Results showed that at 29 days after vaccination, mRNA-1345 induced strong increases in neutralizing antibodies (nAbs) against both RSV-A and RSV-B, with 8.4-fold and 5.1-fold rises, respectively, compared with baseline. Seroresponse rates (≥4-fold increase) were 74.2% for RSV-A and 56.5% for RSV-B, greatly exceeding placebo responses. Binding antibodies (bAbs) to the preF antigen also increased, showing a 7.7-fold increase after vaccination. mRNA-1345 vaccine enhanced an antibody response across all demographic and risk groups.

Overall, mRNA-1345 vaccine produced robust and rapid humoral immune responses across diverse high-risk populations. So, it provides protection against RSV in older persons who are predisposed to severe disease.

Given natural infection with RSV does not confer lifelong protection, revaccination may be required after primary vaccination. The need and timing for revaccination with RSV vaccines is being evaluated in studies.

===== Revaccination trial =====
This study evaluated if revaccination with the mRNA-1345 vaccine after 12 months is safe and immunogenic in adults older than 50 years old.

In this phase 3 trial, there were 543 participants and it included 525 patients that were included in the immunogenicity analyses. Those participants received 50 μg booster dose of mRNA-1345 12 months later.

Revaccination was safe and well tolerated, with mostly mild, short-lasting local and systemic reactions and no vaccine-related serious adverse events. At Day 29, neutralizing antibody responses to RSV-A and RSV-B met noninferiority criteria compared with the primary dose, with geometric mean titer ratios of 1.08 and 0.91, respectively. Antibody levels increased substantially after revaccination and remained above baseline through 12 months. Seroresponse rates were 77.5% for RSV-A and 47.5% for RSV-B. Immunogenicity was consistent across demographic subgroups.
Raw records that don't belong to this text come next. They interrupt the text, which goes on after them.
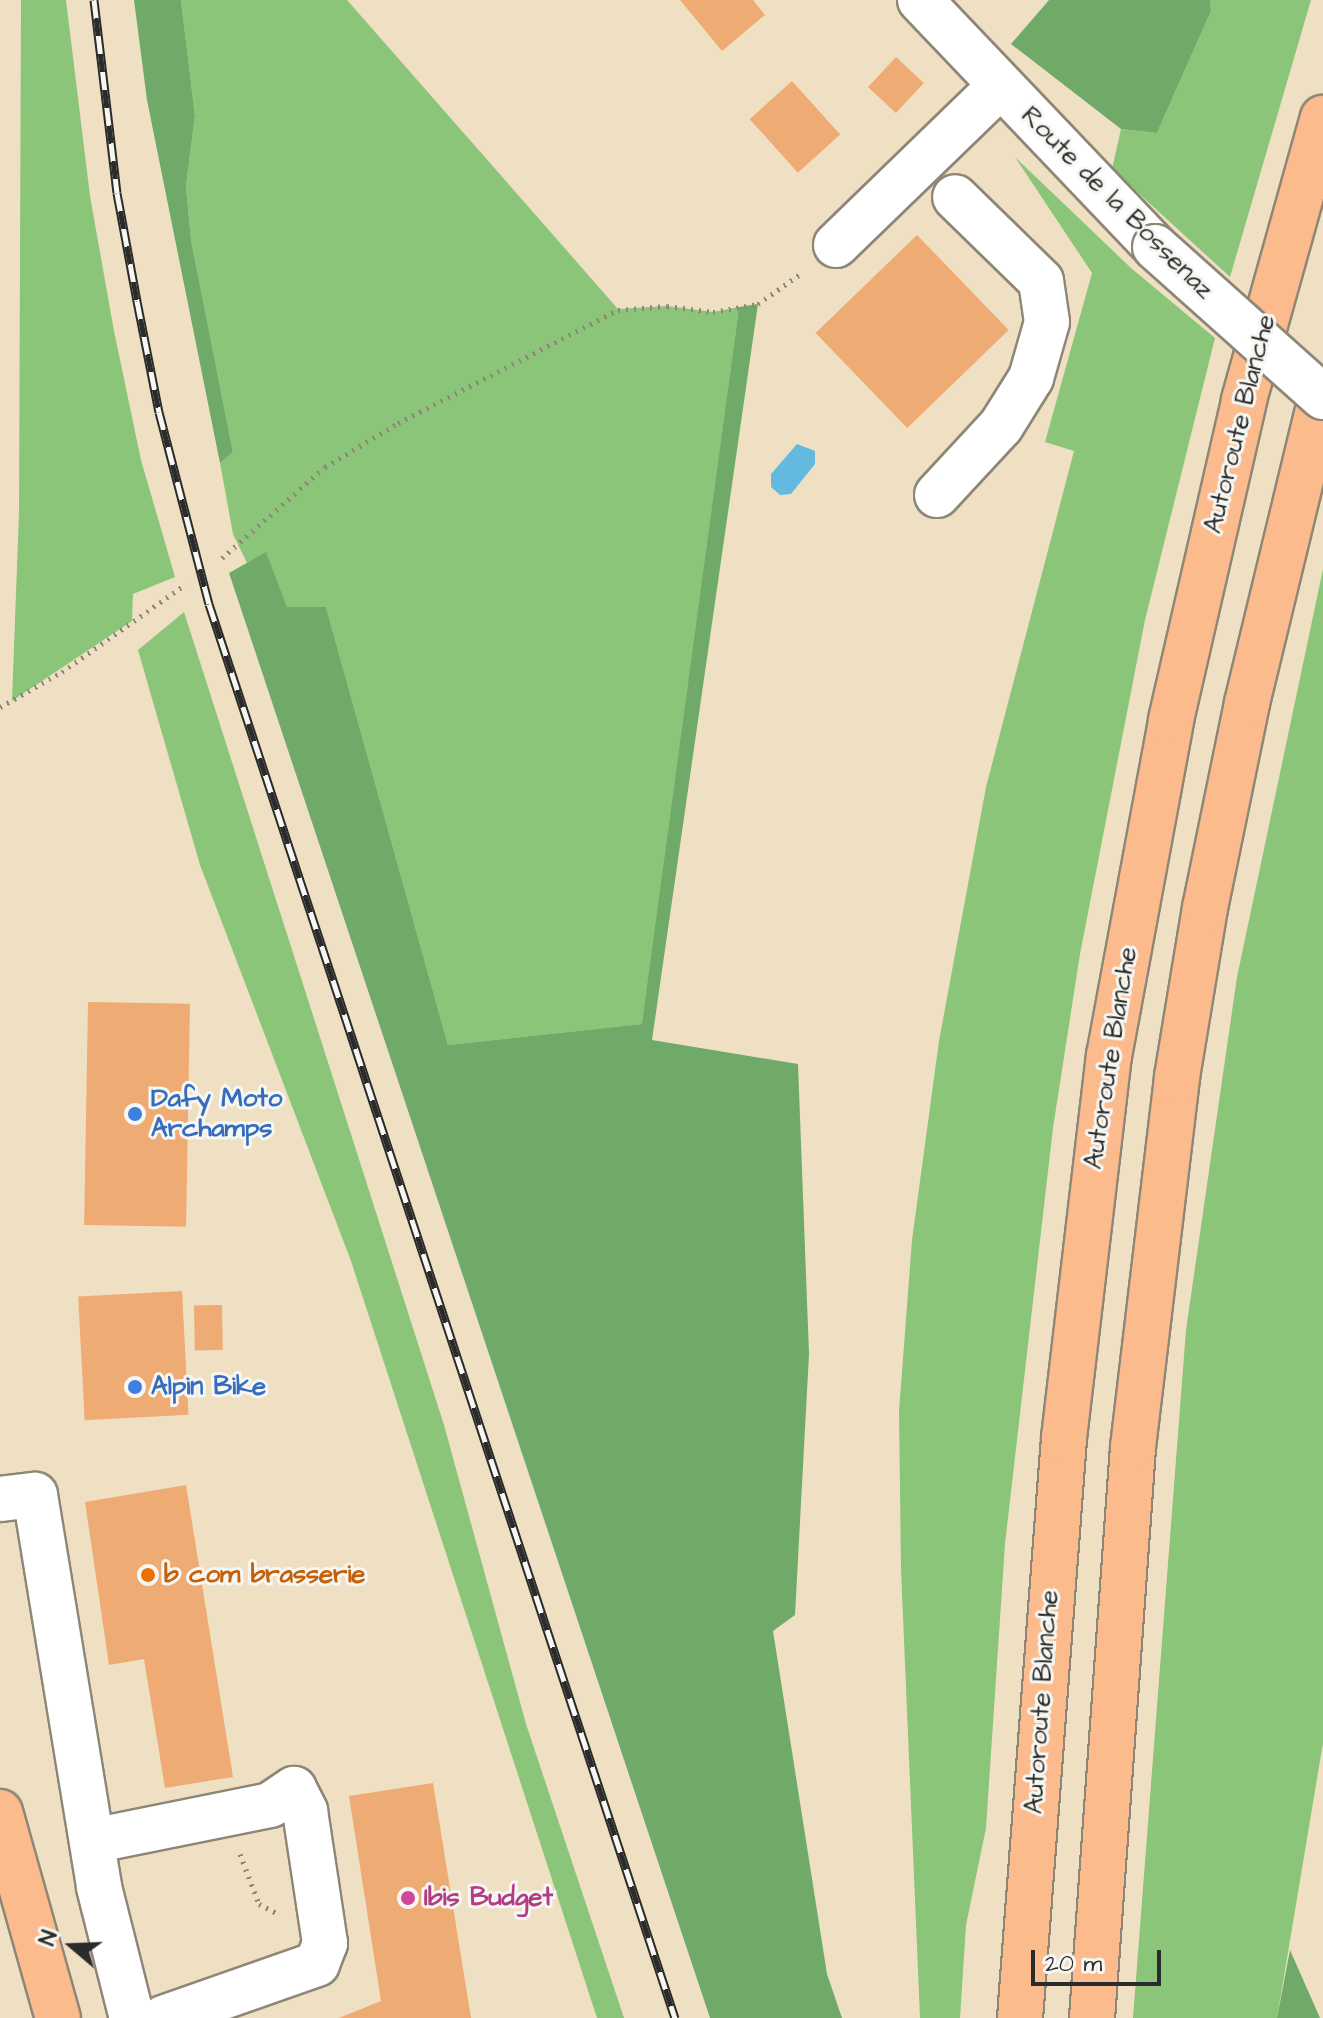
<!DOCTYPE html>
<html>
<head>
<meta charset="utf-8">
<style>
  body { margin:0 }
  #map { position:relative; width:1323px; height:2018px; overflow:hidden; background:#f0e0c3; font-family:"Architects Daughter",sans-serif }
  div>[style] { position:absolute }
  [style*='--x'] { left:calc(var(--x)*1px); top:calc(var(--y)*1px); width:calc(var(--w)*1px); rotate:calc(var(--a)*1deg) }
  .green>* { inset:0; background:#8ac579 }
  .forest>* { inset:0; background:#6faa69 }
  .water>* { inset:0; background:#64b9e0 }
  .building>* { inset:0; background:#efab74; transform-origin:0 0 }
  .path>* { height:5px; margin-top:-2.5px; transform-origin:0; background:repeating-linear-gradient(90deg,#8e8677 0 2px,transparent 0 8px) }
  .roads { filter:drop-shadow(2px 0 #8e8677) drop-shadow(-2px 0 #8e8677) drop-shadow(0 2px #8e8677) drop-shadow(0 -2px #8e8677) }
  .minor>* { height:44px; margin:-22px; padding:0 22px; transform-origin:22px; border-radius:22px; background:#fff }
  .major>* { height:44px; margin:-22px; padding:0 22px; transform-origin:22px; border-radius:22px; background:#fbbb8d }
  .highway>* { height:44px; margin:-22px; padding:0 22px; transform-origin:22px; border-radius:22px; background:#fbbb8d }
  .rail>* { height:9px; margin-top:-4.5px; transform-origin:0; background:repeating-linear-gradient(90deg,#f6f6f2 0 18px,#2b2b2b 0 36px); box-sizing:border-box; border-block:2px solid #2b2b2b }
  .bridges { filter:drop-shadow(2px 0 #8e8677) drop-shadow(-2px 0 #8e8677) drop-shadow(0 2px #8e8677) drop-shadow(0 -2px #8e8677) }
  .minor-bridge>* { height:44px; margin:-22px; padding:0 22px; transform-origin:22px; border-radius:22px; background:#fff }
  .dots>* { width:22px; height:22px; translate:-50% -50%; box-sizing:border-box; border:4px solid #f6f6f2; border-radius:50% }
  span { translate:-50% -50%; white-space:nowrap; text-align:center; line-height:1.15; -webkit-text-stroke:6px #f6f6f2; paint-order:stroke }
  .street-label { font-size:26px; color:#2b2b2b }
  .shop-label { font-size:26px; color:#366cbe; font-weight:700 }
  .left { translate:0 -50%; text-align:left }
  .food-label { font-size:26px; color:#c56008; font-weight:700 }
  .hotel-label { font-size:26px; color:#b23c85; font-weight:700 }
  .north { position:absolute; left:32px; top:1906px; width:80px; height:80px; -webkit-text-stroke:6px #f6f6f2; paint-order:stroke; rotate:289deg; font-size:22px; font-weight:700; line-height:32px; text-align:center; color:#2b2b2b }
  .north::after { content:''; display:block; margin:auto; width:28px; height:36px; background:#2b2b2b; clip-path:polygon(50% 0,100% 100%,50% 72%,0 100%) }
  .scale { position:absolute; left:1031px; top:1950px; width:130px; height:36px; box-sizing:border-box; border:4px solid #2b2b2b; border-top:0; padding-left:10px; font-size:24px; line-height:28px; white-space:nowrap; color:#2b2b2b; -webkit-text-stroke:6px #f6f6f2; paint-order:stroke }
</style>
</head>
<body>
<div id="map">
  <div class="green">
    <i style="clip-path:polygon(21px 0,66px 0,90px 196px,114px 331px,141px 460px,175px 577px,133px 594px,132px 621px,12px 701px,19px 513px)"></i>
    <i style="clip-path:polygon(181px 0,347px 0,618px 309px,667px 306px,713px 312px,739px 307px,643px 1024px,448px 1045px,326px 607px,287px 608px,266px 553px,247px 563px,233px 534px,220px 463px,233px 452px,191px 240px,186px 186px,195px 116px)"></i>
    <i style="clip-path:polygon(1210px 0,1311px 0,1230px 277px,1112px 169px,1121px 129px,1157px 133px,1211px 11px)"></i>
    <i style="clip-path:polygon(1015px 157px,1131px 268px,1215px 338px,1145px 620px,1080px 954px,1053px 1128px,1005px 1544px,986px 1828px,966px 1925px,960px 2018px,920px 2018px,901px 1569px,899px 1411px,912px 1240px,939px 1041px,986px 787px,1074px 451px,1045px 442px,1092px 273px)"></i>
    <i style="clip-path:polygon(1323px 569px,1323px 1743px,1277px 2018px,1133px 2018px,1186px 1330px,1237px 977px)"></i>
    <i style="clip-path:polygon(184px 612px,444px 1425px,526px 1724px,624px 2018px,597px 2018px,351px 1261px,200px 865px,138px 650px)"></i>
  </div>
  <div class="forest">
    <i style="clip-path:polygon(134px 0,181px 0,195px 116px,186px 186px,191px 240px,233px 452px,220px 463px,147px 100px)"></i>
    <i style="clip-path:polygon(1049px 0,1210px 0,1211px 11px,1157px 133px,1121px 129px,1011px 44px)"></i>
    <i style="clip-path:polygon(758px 304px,652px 1040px,798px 1064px,809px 1354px,795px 1615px,773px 1631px,827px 1974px,842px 2018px,710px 2018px,229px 573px,266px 552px,287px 607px,326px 607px,448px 1045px,642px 1024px,739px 307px)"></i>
    <i style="clip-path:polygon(1290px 1950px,1320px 2018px,1277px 2018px)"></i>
  </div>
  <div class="water">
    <i style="clip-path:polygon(797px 444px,815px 451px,815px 464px,791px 494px,780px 495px,771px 487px,771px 474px)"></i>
  </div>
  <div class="building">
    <i style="clip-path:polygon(680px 0,753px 0,765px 15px,722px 51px)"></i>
    <i style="left:896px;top:57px;width:38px;height:41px;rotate:43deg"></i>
    <i style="left:792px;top:81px;width:72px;height:57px;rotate:48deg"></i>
    <i style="left:917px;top:235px;width:132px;height:141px;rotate:46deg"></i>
    <i style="left:88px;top:1002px;width:102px;height:223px;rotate:1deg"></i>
    <i style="left:182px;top:1291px;width:124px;height:104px;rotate:87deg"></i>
    <i style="left:222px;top:1305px;width:45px;height:28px;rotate:89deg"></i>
    <i style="clip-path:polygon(186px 1485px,233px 1777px,165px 1788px,144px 1659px,109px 1665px,85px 1502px)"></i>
    <i style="clip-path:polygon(433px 1783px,471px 2018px,339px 2018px,381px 2001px,349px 1796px)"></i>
  </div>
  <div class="path">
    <i style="--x:222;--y:558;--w:137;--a:-41.5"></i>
    <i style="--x:325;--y:467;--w:85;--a:-31.1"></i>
    <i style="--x:398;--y:423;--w:247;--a:-27.2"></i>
    <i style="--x:618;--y:310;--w:49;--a:-4.7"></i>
    <i style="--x:667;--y:306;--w:46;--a:7.4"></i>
    <i style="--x:713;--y:312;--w:46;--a:-10.1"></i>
    <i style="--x:758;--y:304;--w:55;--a:-35.4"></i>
    <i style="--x:0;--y:707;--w:71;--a:-29.4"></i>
    <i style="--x:62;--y:672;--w:152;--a:-35.4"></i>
    <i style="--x:240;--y:1854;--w:53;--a:69.2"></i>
    <i style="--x:259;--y:1904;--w:20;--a:27"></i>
  </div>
  <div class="roads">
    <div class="minor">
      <i style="--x:920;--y:0;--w:341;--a:46.4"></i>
      <i style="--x:836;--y:245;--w:228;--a:-44.1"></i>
      <i style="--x:937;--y:495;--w:94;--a:-47.2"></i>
      <i style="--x:1001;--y:426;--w:57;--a:-58"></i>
      <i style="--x:1031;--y:378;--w:58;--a:-74.1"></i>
      <i style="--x:1047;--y:322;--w:41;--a:-98.3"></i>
      <i style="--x:1041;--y:281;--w:120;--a:-135.7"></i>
      <i style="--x:0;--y:1499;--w:35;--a:-7"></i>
      <i style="--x:35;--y:1495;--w:397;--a:80.7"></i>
      <i style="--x:99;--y:1887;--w:135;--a:75.9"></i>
      <i style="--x:92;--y:1841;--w:182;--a:-11.4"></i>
      <i style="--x:270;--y:1805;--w:29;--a:-34"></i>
      <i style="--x:294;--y:1789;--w:25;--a:63"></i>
      <i style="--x:305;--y:1811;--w:134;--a:81.4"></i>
      <i style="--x:325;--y:1943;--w:22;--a:111"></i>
      <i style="--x:317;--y:1964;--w:163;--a:160.7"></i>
    </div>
    <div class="major">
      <i style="--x:0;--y:1812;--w:214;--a:74.3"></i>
    </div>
    <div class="highway">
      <i style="--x:1020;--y:2018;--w:582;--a:-85.66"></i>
      <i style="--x:1064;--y:1438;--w:385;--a:-83.3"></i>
      <i style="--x:1109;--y:1056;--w:342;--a:-79.5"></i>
      <i style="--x:1171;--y:720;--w:328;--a:-77.1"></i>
      <i style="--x:1244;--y:400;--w:293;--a:-74.4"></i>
      <i style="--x:1092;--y:2018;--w:572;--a:-85.89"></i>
      <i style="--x:1133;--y:1447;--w:373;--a:-83.2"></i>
      <i style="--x:1177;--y:1077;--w:171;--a:-80.6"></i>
      <i style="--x:1205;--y:908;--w:209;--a:-78.4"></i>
      <i style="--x:1247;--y:703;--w:322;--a:-76.4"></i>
    </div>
  </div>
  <div class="rail">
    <i style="--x:94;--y:0;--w:194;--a:83.2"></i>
    <i style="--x:117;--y:193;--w:110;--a:79.5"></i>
    <i style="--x:137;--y:301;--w:113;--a:78.8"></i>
    <i style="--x:159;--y:412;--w:198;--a:75.4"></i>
    <i style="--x:209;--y:604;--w:1489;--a:71.76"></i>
  </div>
  <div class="bridges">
    <div class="minor-bridge">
      <i style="--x:1155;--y:247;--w:225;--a:41.8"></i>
    </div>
  </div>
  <div class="dots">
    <i style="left:135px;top:1114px;background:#3f7fe0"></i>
    <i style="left:135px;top:1387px;background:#3f7fe0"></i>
    <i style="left:148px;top:1575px;background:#e8710a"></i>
    <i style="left:408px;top:1898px;background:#d1479c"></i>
  </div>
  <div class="street-label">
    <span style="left:1117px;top:203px;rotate:45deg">Route de la Bossenaz</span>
    <span style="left:1240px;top:424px;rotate:-76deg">Autoroute Blanche</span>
    <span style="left:1111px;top:1058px;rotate:-81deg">Autoroute Blanche</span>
    <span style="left:1042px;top:1702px;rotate:-86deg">Autoroute Blanche</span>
  </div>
  <div class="shop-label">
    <span class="left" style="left:151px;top:1114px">Dafy Moto<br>Archamps</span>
    <span class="left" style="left:151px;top:1387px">Alpin Bike</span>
  </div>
  <div class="food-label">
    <span class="left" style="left:164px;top:1575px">b com brasserie</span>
  </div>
  <div class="hotel-label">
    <span class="left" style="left:424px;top:1898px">Ibis Budget</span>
  </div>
  <div class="north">N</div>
  <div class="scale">20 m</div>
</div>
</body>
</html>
Overall, mRNA-1345 revaccination was safe and well tolerated. The immunogenic response was comparable to the primary dose and it was effective across all subgroups.

These findings support the potential use of annual revaccination for adults ≥50 years, especially those at higher risk for severe RSV.

== Society and culture ==

=== Legal status ===

In June 2024, the Committee for Medicinal Products for Human Use of the European Medicines Agency adopted a positive opinion, recommending the granting of a marketing authorization for the medicinal product Mresvia, intended for the prevention of lower respiratory tract disease caused by respiratory syncytial virus. The applicant for this medicinal product is Moderna Biotech Spain S.L. Mresvia was approved for medical use in the European Union in August 2024.